I know, nothing new. Major job losses at newspapers. Shrinking revenue streams for traditional news outlets, print and broadcast, and no clear answer as to the future. Actually, Bill Kling, mastermind of how to make a lot of money from a non profit, and public broadcasting empire, articulated it quite well in his keynote to this year's batch of grant winners for innovations in journalism.
No, I think my blueness is more about the disappointment of the once bright promise of the web. I suppose this happens with new technologies. You see the enormous potential, the possibility of a new society! Call me naive, but the possibility of a fairer world. I think of Francis Ford Coppola, who's great wish for the future of filmmaking was that some fat, 1o year old girl would be able to take a portable camera and make a beautiful movie without huge Hollywood budgets, without crews, without the crushing EGOS that goes along with making a movie. (If you I think I'm inferring that there are crushing egos in news...you're right! Gold star.)

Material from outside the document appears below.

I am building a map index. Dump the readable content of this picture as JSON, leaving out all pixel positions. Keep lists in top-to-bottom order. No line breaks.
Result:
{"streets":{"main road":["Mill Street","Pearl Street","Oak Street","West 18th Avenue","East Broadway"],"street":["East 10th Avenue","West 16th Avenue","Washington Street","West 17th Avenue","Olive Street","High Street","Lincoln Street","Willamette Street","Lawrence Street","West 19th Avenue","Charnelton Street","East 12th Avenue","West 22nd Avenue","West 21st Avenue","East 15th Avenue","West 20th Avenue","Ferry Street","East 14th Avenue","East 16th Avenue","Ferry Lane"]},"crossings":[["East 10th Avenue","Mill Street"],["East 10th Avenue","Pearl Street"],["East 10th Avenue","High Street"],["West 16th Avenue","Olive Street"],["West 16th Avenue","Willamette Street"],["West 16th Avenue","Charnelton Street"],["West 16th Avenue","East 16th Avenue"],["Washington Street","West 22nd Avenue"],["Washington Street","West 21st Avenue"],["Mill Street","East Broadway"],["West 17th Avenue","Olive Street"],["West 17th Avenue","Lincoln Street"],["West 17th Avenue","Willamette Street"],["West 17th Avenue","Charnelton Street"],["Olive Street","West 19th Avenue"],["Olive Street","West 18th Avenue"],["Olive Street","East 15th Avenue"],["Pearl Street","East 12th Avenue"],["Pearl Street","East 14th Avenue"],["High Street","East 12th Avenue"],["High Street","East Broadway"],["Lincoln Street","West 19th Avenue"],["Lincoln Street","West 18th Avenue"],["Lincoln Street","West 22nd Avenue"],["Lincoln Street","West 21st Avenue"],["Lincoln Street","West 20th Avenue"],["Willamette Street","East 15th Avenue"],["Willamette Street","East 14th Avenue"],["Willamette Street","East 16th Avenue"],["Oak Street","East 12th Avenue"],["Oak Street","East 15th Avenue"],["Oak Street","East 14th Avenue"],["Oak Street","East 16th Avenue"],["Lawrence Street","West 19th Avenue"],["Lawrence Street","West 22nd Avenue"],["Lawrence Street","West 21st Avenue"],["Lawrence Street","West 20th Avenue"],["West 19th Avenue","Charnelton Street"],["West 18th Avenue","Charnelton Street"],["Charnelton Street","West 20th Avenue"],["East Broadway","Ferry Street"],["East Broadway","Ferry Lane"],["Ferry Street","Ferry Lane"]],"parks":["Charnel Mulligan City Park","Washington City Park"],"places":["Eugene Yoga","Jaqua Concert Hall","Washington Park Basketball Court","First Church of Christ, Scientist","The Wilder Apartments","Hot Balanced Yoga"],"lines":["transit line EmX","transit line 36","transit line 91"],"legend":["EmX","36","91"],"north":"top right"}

That was my great wish for the web, and to some extent it's happening. But I see large companies appropiating ideas, using citizen journalists as excuses to cut staff, and continuing their same business practices. And you know what? They can. There's no law requiring thoughtful, responsible stewardship of information. (I find it amusing how reporters are decrying the loss of information and complain about the lack of restraint of citizen journalists and bloggers, but cry foul when they get criticized.)
I had hoped for a Copernican style revolution. One where our fundamental assumptions about our place in the media landscape changed irrevocably. Down was up, up was left, right was wherever. A revolution that opened the gateway to another Enlightenment period, perhaps.
But the Enlightenment also went hand in hand with mercantilism and the foundation of economic practices that gave birth to capitalism. And that freaked out the princes and the Church that you had a more mobile, and flexible class system questioning the existing power structure. I think that's what we're seeing: the Internet has allowed us to reframe our media consumption - and production!- to question the power of the traditional structure of news industries.
My real fear is that web-based news is going to create a more elite class of content producers, and this will divide us even more so, from the criticism of the right that the news media is biased to the left, to the criticism from the left that news media isn't responsive to the needs of citizens (and residents too for that matter...you don't have to be a citizen to be affected by issues!)
But we're also not far off where we could shoot and edit a film on our cell phones. So maybe my blueness means I'm not thinking straight.
Or maybe I don't understand what's happening in this industry, and I wouldn't behave differently if I were in charge. And that really gives me the blues.